My old Sears charger didn’t care.


----------



## mmcmdl (Jul 22, 2020)

OT Jeff , but I just watched a show on the Weather Channel about the Paradise fire . I'm glad you are still with us !  That was a major tragedy to say the least .


----------



## Janderso (Jul 22, 2020)

It was an experience I never want to go through again.
Pitch black, explosions, fire.


----------



## mmcmdl (Jul 22, 2020)

Janderso said:


> It was an experience I never want to go through again.
> Pitch black, explosions, fire.


I would certainly say not .


----------



## mmcmdl (Jul 22, 2020)

I blew my old time charger up 2 years back and ended up with a Schumaker (sp) jump box from TSC . This has jumped everything so far , other than me . I think my internal battery is shot .


----------



## arvidj (Jul 22, 2020)

I've always assumed the "does not know a battery is there" was one end of the spectrum of smarts my chargers have with the other end of the spectrum being "turn off or at least way down when charged so you don't cook the battery dry".
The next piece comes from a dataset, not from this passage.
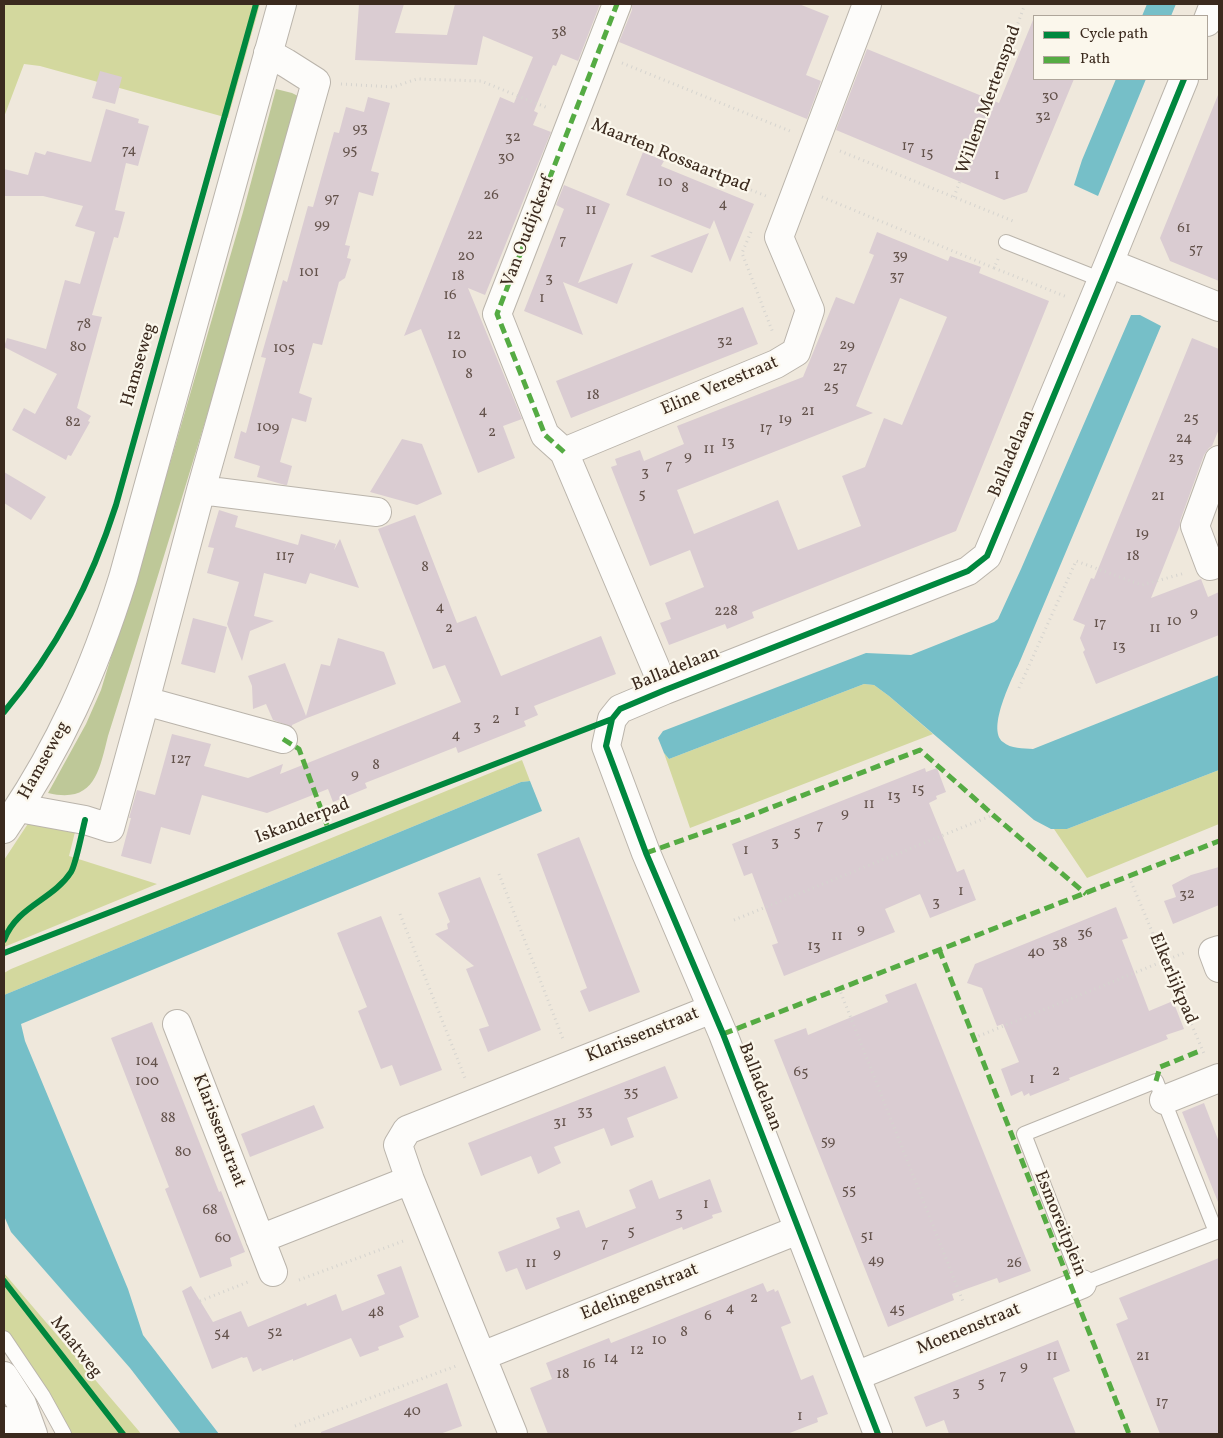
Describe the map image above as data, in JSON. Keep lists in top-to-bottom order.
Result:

Of course a product designer who actually used his device might have added a 'push this button to get a completely dead battery off the ground' but they probably never actually use their pruducts in real life situations. The test lab batteries alway have enough of a charge to get things started so real situations are never tested.

Sorry, got a little carried away with the sarcasm


----------



## projectnut (Jul 23, 2020)

We had a similar problem with the coach batteries in our motorhome a couple years ago.  In our case we were on the road in Alaska when the onboard charger decided it was time to give it up.  The batteries probably weren't quite as bad as the ones in your travel trailer, but they were far to weak to even turn on the LED lights.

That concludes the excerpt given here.